(Records from a collection)

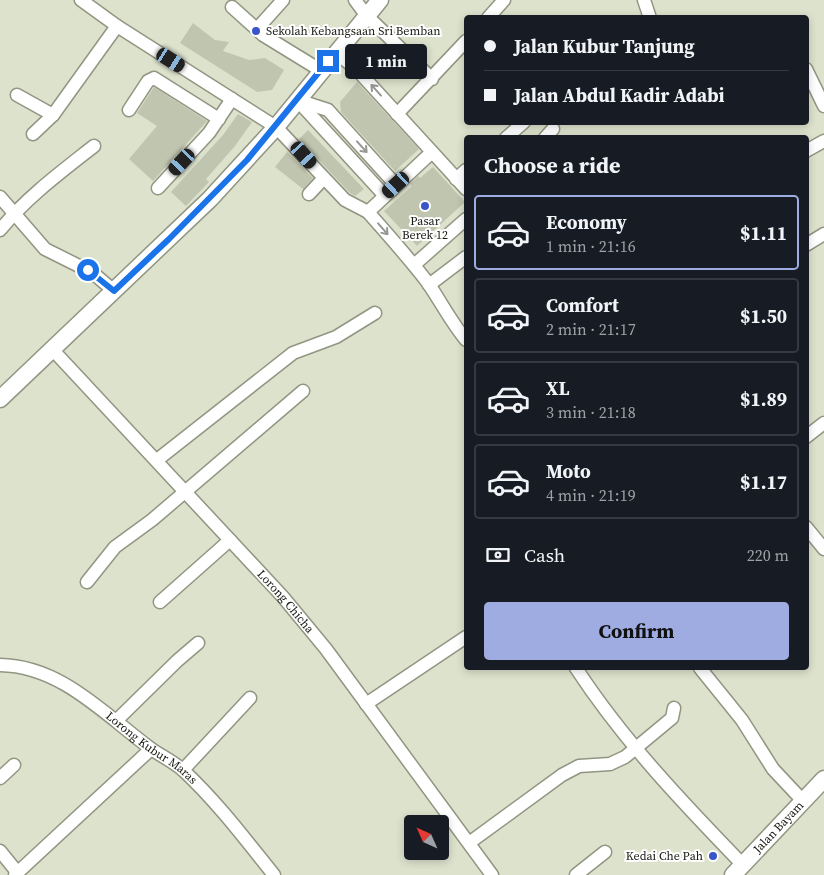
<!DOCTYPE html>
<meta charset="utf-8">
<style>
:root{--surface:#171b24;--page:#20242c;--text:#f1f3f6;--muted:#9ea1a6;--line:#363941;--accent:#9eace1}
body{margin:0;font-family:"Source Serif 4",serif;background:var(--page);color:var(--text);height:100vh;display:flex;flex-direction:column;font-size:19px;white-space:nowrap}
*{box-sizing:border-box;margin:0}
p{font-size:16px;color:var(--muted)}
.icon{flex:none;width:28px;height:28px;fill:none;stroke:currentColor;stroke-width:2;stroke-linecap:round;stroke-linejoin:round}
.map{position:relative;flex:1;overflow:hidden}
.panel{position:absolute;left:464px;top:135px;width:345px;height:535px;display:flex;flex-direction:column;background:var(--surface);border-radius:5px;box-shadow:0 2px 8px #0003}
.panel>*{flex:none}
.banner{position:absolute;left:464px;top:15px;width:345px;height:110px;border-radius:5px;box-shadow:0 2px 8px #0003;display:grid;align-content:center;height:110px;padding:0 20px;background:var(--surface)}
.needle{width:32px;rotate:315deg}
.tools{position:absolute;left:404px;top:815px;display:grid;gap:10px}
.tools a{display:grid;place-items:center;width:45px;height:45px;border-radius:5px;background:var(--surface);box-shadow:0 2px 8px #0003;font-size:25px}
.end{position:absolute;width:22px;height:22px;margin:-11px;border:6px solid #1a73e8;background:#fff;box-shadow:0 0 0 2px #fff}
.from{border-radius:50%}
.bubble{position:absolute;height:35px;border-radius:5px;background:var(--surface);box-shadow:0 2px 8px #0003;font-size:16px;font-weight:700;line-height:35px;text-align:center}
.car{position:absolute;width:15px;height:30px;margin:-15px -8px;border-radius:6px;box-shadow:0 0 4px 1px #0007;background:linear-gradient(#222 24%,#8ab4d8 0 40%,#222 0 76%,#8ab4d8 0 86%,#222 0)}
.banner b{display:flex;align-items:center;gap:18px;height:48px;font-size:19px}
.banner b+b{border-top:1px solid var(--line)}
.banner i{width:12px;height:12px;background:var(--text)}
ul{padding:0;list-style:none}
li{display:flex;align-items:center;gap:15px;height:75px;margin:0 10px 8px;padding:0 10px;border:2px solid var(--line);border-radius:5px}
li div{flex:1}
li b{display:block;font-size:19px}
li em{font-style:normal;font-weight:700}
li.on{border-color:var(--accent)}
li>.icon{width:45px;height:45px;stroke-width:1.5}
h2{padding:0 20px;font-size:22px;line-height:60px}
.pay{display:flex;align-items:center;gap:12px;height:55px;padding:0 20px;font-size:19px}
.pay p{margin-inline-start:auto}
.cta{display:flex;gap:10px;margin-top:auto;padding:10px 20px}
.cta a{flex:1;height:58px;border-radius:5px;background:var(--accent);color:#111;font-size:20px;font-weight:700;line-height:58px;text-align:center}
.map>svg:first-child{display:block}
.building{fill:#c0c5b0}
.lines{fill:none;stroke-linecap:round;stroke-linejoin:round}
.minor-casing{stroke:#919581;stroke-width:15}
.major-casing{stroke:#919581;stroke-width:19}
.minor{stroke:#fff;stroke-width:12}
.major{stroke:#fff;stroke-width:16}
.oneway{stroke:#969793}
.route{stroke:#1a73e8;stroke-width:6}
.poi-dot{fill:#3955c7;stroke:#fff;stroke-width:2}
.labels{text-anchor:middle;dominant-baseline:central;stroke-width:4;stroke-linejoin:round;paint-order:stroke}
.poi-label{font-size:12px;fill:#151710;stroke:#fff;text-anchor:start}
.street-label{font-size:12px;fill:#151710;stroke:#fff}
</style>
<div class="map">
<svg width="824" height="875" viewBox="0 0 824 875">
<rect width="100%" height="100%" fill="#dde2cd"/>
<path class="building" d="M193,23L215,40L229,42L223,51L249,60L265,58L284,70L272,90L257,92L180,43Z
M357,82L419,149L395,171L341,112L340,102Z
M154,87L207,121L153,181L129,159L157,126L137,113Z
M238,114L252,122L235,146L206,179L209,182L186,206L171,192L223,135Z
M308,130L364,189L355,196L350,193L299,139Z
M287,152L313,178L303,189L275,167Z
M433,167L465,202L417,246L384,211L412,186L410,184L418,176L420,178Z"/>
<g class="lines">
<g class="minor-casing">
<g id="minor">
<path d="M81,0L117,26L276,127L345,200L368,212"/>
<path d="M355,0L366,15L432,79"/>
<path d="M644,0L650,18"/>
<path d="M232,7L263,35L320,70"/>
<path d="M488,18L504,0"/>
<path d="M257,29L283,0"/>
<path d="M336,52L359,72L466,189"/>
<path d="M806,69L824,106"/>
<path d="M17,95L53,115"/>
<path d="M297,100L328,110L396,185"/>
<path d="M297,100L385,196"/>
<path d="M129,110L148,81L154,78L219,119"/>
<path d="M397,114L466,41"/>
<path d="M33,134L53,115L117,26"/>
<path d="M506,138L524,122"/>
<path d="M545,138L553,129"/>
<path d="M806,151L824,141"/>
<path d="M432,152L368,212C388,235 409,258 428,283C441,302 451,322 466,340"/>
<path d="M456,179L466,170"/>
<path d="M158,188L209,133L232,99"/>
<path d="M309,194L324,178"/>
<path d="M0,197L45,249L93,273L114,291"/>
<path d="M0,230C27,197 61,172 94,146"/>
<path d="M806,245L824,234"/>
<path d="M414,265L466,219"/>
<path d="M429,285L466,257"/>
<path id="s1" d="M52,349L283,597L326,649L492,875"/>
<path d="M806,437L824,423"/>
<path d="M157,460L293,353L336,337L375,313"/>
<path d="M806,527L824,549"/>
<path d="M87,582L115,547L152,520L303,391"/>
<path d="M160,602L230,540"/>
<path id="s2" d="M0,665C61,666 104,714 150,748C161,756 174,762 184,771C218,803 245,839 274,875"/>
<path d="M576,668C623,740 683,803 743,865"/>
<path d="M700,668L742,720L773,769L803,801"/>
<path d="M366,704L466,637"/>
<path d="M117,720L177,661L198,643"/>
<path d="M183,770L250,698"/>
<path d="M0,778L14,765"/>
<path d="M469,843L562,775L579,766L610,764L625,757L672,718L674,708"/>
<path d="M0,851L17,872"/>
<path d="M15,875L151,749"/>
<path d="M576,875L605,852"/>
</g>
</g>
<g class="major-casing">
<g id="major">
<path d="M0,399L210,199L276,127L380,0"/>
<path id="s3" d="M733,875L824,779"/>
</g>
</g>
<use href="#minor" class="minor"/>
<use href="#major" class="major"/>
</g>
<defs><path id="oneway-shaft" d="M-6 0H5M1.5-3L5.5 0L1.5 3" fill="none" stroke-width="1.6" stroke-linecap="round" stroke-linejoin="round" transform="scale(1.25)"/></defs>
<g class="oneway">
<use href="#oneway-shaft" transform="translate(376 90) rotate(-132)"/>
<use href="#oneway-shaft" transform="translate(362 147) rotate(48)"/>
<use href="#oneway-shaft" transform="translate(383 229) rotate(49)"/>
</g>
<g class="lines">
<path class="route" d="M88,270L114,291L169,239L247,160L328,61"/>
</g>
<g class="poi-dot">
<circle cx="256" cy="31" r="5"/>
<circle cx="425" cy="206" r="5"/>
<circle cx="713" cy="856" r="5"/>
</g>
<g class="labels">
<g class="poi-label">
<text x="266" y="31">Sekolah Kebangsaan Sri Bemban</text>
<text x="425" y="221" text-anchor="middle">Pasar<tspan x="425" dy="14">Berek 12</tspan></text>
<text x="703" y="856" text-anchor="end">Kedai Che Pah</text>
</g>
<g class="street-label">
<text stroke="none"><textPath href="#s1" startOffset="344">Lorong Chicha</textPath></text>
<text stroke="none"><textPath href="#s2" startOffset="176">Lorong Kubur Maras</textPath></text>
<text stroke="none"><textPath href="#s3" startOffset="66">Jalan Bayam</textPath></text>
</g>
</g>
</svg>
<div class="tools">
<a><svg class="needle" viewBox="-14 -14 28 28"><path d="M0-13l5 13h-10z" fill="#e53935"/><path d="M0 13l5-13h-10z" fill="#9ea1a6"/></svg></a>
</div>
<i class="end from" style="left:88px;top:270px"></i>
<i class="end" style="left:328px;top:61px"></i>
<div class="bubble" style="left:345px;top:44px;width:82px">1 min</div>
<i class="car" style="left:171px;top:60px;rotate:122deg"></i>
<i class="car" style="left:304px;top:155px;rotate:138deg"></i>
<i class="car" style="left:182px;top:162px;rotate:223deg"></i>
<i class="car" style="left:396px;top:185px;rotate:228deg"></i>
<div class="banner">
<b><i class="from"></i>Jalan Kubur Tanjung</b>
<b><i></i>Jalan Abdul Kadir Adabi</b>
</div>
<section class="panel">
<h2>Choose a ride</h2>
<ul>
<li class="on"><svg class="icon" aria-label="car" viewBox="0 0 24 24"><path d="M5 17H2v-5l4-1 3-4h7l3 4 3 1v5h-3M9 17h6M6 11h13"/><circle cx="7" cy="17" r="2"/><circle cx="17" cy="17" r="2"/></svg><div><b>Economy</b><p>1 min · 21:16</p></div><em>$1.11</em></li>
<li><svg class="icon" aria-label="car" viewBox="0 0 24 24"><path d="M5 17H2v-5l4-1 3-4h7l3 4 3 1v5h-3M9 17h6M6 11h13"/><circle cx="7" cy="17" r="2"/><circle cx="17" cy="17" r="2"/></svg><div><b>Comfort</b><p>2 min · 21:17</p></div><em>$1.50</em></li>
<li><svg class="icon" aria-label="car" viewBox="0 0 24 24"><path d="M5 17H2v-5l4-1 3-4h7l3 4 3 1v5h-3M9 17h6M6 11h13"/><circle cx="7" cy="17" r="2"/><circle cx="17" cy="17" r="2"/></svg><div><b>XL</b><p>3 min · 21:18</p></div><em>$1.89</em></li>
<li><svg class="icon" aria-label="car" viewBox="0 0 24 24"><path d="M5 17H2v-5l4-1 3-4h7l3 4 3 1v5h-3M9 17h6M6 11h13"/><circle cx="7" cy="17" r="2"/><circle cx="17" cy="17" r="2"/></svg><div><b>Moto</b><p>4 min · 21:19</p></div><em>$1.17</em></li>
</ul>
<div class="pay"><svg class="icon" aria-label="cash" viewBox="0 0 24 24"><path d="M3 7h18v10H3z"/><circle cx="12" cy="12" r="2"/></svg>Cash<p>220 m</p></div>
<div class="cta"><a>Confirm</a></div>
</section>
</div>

__WORK INSTRUCTION__. Return all lines from the entries that contain the string "grid".

__RESULT__.
.banner{position:absolute;left:464px;top:15px;width:345px;height:110px;border-radius:5px;box-shadow:0 2px 8px #0003;display:grid;align-content:center;height:110px;padding:0 20px;background:var(--surface)}
.tools{position:absolute;left:404px;top:815px;display:grid;gap:10px}
.tools a{display:grid;place-items:center;width:45px;height:45px;border-radius:5px;background:var(--surface);box-shadow:0 2px 8px #0003;font-size:25px}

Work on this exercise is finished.